By the 2013-14 school year, a nationwide initiative calls for 100 percent of students to be proficient in reading and math.
A lofty goal, to be sure.
But are already at 91 percent, said Steve Rogaski, director of pupil services for the Educational Service Center of Cuyahoga County.
And the district's "performance index" has improved every year for the last six years, he said.
"The trend for Strongsville is exactly what we want to see for an 'excellent'-rated district," Rogaski said.
100 Percent of Indicators Met
"Indicators" include having 75 percent of students pass their Ohio Achievement Assessments and Ohio Graduation Tests. Strongsville was "well above the benchmark," Rogaski said.
They also include the attendance rate (Strongsville's was 95 percent last year) and graduation rate (96 percent).
Solid Performance Index
This measures how well kids did on standardized tests. Of 120 points, Strongsville got 103.6.
Last year, 60 percent of the students got the equivalent of an A or a B on the tests. About 30 percent got a C, and the other 10 percent didn't pass.
Over the last six years, the scores have been consistently going up, Rogaski said: A's have risen each year, C grades and failing grades have decreased.

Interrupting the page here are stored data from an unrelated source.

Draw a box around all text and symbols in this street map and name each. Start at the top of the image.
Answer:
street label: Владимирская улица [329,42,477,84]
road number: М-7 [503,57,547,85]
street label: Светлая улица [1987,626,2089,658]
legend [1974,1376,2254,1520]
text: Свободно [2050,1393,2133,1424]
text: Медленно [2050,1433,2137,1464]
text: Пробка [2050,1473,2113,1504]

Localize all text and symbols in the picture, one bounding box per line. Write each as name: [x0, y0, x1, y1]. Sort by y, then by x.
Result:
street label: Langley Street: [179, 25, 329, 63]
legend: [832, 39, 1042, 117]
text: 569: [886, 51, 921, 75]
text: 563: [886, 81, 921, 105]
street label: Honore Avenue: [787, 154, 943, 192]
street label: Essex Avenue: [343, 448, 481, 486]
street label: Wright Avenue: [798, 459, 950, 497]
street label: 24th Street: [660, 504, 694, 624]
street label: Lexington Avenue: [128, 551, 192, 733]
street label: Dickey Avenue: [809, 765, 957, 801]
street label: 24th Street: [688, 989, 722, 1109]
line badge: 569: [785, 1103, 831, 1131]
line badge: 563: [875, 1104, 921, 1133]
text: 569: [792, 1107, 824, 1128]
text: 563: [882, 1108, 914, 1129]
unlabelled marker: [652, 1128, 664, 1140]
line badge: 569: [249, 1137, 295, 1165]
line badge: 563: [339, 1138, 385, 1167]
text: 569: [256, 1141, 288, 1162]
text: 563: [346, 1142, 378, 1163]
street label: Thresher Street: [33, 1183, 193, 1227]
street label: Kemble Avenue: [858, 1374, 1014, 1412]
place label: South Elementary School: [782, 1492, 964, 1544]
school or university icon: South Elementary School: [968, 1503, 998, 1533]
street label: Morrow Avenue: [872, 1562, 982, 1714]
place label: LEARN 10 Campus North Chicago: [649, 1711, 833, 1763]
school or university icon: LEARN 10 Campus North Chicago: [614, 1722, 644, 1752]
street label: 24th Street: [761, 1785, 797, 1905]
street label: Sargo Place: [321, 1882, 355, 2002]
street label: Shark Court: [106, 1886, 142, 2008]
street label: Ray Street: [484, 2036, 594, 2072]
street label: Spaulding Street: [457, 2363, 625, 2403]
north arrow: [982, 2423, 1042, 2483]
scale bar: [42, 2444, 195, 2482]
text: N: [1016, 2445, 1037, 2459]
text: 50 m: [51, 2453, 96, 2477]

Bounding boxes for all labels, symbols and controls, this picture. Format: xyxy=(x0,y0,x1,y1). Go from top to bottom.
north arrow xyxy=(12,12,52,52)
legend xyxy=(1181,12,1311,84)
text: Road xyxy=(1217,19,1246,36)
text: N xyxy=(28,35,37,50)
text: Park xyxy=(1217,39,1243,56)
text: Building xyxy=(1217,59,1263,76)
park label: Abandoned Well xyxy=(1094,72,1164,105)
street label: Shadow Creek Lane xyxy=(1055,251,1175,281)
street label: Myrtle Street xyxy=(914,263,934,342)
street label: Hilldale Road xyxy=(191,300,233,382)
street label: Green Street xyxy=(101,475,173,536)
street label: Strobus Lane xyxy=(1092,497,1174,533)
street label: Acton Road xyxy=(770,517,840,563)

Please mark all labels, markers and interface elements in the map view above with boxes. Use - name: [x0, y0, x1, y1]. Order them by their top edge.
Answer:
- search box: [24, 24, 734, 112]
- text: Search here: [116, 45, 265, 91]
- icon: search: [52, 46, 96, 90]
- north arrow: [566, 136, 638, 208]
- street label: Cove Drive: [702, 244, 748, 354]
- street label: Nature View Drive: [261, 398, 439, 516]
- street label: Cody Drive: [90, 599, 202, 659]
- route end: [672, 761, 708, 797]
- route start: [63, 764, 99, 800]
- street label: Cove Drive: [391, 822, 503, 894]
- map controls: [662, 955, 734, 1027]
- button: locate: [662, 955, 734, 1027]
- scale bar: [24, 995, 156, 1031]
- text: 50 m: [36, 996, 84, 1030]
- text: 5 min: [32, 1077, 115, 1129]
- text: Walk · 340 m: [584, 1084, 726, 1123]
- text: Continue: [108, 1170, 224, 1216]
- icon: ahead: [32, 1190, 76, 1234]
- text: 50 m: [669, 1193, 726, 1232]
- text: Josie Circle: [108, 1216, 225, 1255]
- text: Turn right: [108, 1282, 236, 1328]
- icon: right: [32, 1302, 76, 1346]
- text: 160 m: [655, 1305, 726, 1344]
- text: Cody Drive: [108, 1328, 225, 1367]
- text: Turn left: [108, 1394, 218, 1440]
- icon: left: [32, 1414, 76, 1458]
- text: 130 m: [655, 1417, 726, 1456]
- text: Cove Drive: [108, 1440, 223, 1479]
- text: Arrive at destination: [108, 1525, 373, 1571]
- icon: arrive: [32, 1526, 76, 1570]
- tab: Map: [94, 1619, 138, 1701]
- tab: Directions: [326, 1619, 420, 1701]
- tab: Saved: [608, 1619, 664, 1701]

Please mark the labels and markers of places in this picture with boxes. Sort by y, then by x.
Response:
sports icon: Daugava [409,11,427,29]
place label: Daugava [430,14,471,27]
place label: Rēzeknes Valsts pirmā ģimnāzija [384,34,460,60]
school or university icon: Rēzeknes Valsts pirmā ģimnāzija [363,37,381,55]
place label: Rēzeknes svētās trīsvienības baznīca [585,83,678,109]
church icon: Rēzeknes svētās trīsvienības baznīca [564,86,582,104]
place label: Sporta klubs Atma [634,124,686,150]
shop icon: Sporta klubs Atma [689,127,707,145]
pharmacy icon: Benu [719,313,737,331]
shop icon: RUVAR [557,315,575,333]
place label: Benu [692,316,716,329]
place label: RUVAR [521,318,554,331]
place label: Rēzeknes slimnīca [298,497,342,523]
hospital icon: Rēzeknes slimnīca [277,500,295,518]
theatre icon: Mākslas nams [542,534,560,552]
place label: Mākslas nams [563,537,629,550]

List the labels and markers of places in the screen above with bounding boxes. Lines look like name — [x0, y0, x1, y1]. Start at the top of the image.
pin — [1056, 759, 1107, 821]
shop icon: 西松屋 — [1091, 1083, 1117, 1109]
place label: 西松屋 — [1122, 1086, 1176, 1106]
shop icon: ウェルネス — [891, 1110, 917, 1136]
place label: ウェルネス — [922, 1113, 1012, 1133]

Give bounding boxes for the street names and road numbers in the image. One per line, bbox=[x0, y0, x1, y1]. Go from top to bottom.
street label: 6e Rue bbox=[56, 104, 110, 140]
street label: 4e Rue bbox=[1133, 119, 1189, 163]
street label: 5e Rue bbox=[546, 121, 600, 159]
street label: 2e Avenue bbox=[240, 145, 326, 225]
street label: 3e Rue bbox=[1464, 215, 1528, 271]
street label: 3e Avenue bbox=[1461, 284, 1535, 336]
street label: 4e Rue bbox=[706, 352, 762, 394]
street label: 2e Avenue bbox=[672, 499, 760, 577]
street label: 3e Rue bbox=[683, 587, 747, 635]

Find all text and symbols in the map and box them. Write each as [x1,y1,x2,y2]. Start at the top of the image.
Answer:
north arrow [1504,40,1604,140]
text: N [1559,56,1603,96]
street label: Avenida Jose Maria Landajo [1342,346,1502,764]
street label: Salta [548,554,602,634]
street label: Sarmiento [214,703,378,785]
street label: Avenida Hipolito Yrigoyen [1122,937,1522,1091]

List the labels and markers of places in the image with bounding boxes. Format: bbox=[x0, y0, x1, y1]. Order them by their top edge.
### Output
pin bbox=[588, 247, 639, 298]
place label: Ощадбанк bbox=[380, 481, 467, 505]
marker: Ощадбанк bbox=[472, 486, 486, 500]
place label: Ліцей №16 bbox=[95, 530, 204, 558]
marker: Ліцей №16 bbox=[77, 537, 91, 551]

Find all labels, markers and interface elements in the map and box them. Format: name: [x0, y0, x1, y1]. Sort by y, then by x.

Minorities, Disadvantaged Kids Struggle Here, Too
While Strongsville, at 91 percent, is making good progress on reading and math skills, the four sub-groups of students that fall below the mark throughout Ohio and the nation are also below par here.
African Americans, kids with disabilities/special ed, economically disadvantaged and kids with limited English speaking ability all failed to match the rest of the district in reading and math.
"Nationwide and statewide, these are the subgroups of children that are underperforming," Rogaski said.
For example, only 71 percent the 63 African American students passed the standardized reading tests last year, as did 63 percent of kids with disabilities and 80 percent of economically disadvantaged kids.
In math, the African American group was a 58 percent, disabled at 50 percent and kids with limited English at 64 percent.
Excellent With Distinction -- Why Not Strongsville?
The quick answer: Once you're performing well, it's harder to show improvement.
To get the "with distinction" label, a district has to show that students' test grades have improved from the previous year.
The higher your scores, the more difficult it is to show improvement, Rogaski said. For example, if a student scores a 99 percent, and get a 99 percent the next year, that doesn't show improvement, so the district doesn't qualify for the "with distinction" label.
A number of school districts with very high scores, like Solon, have lost the "with distinction" mark because of that, Rogaski said.